= WHAT TO WORK ON =
Lines with the word "linecap" in them are the ones to copy from the records.

====== DATA EXTRACT ======

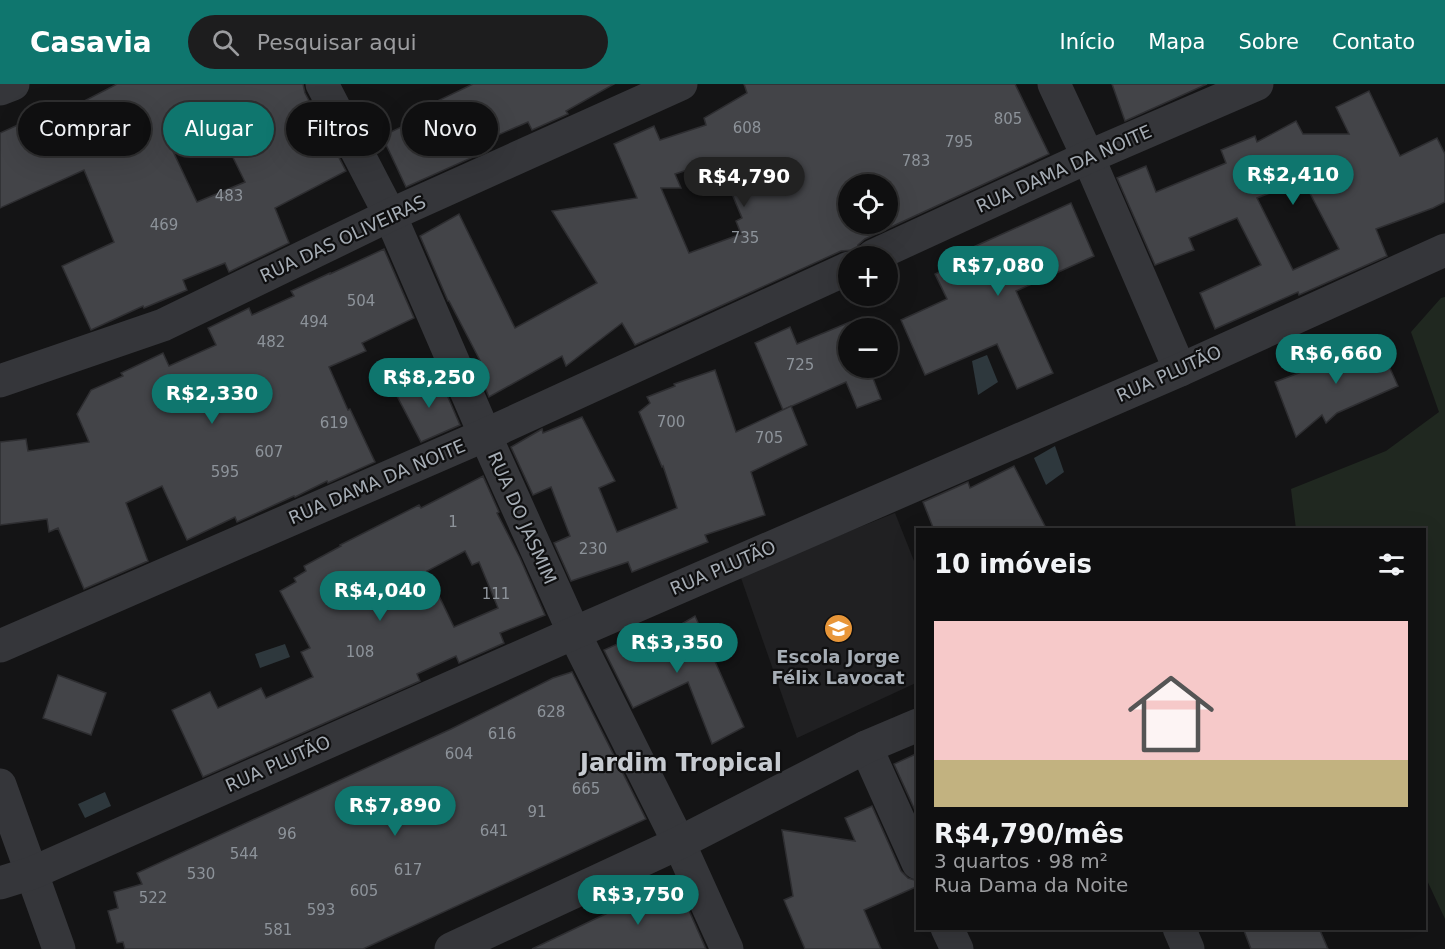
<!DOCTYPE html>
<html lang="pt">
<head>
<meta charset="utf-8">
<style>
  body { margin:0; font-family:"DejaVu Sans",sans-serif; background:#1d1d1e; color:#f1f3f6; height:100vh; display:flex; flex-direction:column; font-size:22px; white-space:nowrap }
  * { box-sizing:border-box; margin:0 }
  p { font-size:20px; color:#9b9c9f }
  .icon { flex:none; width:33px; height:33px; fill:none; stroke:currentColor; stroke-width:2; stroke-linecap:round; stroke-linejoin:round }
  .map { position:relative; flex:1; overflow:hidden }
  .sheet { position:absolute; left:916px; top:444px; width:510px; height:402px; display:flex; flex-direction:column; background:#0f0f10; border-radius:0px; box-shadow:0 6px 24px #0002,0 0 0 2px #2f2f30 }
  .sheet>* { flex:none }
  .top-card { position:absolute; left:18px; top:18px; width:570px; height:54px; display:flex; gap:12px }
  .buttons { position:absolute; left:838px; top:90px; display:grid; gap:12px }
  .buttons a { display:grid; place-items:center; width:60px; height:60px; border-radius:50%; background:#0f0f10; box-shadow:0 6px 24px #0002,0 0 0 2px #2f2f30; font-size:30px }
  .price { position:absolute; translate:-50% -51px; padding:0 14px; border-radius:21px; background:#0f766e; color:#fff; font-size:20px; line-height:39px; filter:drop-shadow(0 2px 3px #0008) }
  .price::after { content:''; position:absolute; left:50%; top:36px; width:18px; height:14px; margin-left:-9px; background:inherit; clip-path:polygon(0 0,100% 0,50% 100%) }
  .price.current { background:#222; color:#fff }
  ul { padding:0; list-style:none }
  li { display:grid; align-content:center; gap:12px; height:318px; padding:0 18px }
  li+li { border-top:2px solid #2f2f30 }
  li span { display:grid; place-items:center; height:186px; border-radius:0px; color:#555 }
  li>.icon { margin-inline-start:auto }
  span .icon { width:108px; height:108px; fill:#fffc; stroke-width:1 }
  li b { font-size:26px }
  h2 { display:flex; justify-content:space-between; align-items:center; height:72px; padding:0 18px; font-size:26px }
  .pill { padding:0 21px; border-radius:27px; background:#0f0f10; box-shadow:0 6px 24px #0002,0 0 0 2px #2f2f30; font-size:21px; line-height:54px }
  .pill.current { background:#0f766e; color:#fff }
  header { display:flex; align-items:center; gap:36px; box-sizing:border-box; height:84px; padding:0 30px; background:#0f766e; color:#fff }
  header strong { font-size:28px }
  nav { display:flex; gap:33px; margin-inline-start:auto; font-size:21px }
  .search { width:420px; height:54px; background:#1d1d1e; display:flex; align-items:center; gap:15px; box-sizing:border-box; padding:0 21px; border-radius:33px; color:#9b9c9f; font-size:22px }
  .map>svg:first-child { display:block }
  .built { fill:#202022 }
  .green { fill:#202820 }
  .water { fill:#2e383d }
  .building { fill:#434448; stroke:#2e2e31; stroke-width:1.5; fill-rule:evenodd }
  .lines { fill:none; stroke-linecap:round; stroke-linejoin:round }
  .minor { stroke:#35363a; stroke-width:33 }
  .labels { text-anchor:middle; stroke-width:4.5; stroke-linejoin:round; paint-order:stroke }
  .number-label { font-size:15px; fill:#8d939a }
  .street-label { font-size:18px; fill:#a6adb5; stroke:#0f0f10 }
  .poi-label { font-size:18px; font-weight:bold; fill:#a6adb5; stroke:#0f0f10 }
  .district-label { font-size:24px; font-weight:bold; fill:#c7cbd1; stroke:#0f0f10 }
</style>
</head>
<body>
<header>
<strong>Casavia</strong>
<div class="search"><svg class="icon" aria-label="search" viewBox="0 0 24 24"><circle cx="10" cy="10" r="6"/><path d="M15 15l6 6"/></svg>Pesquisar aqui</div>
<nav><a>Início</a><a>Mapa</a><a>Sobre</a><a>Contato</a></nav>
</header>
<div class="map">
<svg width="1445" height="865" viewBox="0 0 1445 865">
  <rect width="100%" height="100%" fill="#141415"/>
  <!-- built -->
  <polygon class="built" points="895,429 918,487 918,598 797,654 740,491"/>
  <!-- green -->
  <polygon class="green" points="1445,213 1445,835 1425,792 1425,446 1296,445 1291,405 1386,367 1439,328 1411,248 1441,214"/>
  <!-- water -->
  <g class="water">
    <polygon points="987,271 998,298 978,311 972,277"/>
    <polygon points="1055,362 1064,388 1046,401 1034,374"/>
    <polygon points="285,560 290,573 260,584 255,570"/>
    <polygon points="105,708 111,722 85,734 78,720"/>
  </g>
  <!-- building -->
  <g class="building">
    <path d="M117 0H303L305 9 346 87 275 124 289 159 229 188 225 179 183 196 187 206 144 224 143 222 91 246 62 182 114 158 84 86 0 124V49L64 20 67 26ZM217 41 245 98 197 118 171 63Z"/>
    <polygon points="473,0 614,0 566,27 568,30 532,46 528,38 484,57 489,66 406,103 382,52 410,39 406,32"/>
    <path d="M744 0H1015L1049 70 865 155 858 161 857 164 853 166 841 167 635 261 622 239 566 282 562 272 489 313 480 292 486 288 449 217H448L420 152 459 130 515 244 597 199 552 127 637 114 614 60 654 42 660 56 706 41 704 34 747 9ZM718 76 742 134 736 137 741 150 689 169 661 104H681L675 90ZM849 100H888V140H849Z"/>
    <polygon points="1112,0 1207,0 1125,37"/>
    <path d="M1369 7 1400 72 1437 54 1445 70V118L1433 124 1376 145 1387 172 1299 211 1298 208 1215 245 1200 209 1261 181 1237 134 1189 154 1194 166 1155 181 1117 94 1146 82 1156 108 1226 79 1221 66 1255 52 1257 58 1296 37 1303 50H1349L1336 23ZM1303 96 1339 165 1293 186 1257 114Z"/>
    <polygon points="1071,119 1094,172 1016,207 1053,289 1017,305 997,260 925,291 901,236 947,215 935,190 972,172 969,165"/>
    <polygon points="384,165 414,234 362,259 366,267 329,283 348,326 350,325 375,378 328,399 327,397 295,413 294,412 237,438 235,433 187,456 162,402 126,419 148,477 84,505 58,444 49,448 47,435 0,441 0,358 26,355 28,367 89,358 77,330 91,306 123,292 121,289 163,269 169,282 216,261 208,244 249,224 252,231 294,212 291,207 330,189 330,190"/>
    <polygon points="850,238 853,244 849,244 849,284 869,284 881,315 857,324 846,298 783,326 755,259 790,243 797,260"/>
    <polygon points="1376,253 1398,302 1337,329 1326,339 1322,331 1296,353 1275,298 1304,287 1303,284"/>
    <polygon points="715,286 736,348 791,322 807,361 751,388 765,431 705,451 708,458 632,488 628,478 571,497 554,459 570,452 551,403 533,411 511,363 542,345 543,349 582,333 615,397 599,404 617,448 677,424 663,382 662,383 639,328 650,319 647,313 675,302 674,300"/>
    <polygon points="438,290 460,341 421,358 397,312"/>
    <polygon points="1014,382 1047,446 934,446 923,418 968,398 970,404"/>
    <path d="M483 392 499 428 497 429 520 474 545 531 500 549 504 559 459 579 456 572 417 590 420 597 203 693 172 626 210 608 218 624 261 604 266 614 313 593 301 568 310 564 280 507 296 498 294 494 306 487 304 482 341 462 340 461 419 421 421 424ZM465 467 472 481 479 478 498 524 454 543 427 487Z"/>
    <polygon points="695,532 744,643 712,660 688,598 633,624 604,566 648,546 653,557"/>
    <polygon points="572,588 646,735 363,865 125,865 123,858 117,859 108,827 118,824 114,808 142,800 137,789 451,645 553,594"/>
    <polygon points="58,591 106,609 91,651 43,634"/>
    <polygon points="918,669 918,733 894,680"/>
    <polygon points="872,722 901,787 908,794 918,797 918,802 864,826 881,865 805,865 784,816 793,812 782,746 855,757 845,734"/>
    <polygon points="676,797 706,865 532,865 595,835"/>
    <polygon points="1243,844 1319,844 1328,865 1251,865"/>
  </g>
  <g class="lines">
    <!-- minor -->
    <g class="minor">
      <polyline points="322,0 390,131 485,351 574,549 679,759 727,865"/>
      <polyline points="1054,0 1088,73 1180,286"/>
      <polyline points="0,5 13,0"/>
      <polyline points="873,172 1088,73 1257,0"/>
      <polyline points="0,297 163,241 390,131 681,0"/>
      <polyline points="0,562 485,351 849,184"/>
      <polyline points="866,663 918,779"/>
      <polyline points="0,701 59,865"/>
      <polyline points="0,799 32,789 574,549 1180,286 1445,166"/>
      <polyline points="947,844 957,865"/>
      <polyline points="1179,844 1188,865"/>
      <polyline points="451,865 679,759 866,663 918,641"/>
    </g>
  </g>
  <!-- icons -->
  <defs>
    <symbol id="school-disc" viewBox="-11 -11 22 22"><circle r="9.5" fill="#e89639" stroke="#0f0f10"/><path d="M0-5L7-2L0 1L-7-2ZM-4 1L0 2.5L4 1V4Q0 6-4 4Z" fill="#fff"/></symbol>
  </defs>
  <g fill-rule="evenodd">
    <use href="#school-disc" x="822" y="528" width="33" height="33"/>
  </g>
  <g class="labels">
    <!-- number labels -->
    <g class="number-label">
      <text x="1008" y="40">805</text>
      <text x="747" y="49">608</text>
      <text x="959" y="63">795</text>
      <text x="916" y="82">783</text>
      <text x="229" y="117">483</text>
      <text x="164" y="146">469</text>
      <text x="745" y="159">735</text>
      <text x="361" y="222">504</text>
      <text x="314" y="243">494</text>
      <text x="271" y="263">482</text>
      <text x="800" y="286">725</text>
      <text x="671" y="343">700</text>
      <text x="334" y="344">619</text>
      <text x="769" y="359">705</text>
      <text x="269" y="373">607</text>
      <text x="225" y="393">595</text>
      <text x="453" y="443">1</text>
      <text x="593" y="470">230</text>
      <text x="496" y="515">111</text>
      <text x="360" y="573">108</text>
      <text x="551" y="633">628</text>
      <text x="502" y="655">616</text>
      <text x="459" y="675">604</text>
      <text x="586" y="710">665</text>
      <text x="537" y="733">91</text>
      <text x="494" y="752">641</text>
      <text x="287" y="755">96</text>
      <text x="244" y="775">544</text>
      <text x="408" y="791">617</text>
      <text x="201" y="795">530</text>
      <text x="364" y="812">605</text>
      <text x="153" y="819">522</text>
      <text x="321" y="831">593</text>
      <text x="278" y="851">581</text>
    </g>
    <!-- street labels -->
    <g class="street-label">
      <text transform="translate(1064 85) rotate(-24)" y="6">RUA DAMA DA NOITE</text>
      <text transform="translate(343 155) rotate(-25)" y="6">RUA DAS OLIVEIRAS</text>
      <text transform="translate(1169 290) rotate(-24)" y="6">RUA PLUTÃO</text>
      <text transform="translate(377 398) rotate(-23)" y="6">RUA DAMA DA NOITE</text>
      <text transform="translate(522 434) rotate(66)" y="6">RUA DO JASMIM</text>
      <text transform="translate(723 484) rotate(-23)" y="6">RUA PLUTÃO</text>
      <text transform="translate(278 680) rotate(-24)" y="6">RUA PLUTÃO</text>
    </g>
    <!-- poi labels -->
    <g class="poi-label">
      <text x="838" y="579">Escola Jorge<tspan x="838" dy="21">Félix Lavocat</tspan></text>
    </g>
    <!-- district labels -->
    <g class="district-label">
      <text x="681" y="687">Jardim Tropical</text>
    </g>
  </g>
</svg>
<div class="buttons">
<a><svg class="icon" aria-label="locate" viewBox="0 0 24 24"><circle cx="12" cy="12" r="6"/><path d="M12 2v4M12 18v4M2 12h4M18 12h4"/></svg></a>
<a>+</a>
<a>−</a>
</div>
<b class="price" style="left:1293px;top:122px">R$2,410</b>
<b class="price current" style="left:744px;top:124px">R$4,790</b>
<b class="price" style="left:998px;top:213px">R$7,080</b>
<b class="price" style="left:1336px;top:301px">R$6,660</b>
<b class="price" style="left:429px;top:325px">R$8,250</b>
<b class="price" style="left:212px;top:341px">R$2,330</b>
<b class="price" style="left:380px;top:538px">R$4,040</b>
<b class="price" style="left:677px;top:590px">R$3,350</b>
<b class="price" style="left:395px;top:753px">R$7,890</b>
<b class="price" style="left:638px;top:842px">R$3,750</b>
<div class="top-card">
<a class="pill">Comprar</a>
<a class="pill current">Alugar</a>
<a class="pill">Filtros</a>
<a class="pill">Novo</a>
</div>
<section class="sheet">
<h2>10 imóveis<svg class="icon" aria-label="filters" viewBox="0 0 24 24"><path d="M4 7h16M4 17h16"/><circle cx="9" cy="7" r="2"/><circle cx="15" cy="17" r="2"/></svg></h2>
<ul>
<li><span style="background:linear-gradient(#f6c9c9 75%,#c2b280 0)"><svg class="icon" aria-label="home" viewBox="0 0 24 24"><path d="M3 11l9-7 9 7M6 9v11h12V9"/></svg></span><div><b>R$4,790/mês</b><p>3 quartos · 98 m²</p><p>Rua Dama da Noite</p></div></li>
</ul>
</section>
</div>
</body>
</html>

======

= ANSWER TO THIS PROBLEM =
  .icon { flex:none; width:33px; height:33px; fill:none; stroke:currentColor; stroke-width:2; stroke-linecap:round; stroke-linejoin:round }
  .lines { fill:none; stroke-linecap:round; stroke-linejoin:round }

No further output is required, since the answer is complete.